300 words entry nine On a train to nowhere (in particular)
I get poetic in the city. It’s looking at the skyline of buildings from a rooftop that gets me every time. I cry at the beauty and humiliation of man. I follow with my eyes the creatures on the streets moving along moving along moving along moving along.
Not that long ago I was in Puerto Vallarta, Jalisco, Mexico, on a rooftop looking over the city in the bright light of the sun – the yellow and the bricks – the uneven sidewalks below – the smell of cement heat and that freedom of being high in the air and seeing the water towers on the roofs.
In Astoria, New York, United States at night it is quiet. I leave the fifth floor apartment and go up to the roof to look at the bridge in the distance and the architectural poetry beneath the starless night and spin around in circles and am happy to be here, to be here now.
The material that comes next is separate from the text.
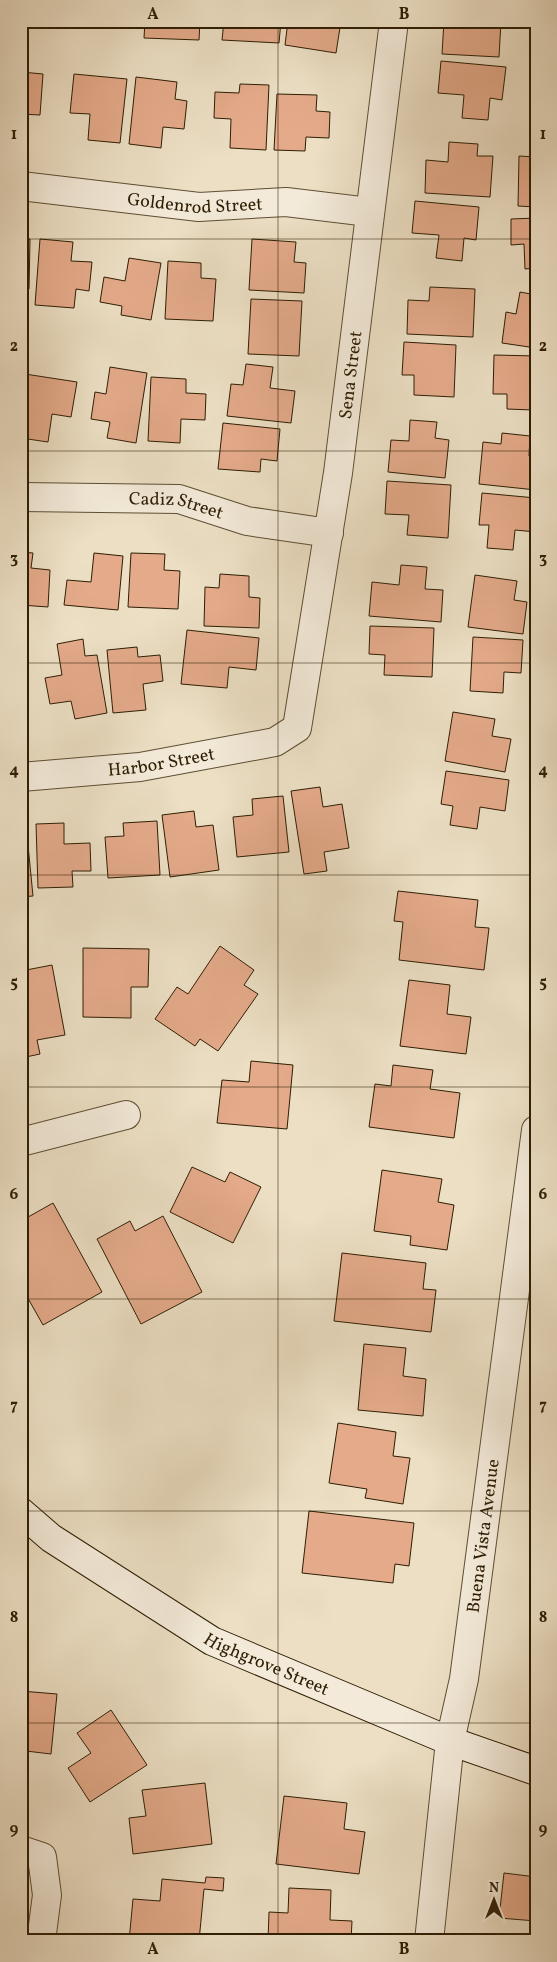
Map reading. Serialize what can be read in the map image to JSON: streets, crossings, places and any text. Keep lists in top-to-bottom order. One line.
{"streets":{"street":["Goldenrod Street","Sena Street","Cadiz Street","Harbor Street","Buena Vista Avenue","Highgrove Street"]},"crossings":[["Goldenrod Street","Sena Street"],["Sena Street","Cadiz Street"],["Sena Street","Harbor Street"],["Buena Vista Avenue","Highgrove Street"]],"north":"top","grid":{"columns":["A","B"],"rows":["1","2","3","4","5","6","7","8","9"]}}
And wonder when I will go back.
Yeah. It’s cold again. I wear black with renewed vigor. Stare wistfully at cemeteries with gray headstones and crawling tree branches. I’ve been doing some thinking lately, the kind where you don’t notice the drive.
Plans made are easily broken,
driving home along a rural highway, the half moon low on the horizon, in a sky fresh from days of rain now passing away black clouds crossing my path,
It is well past midnight
when the black cat crossed my path
it was the hour of the dead
when the mirror crashed in the hallway
at four a.m.,
I was picking up shards of jagged, shattered reflections and thinking about what it was like for Juliet to stab herself in the heart.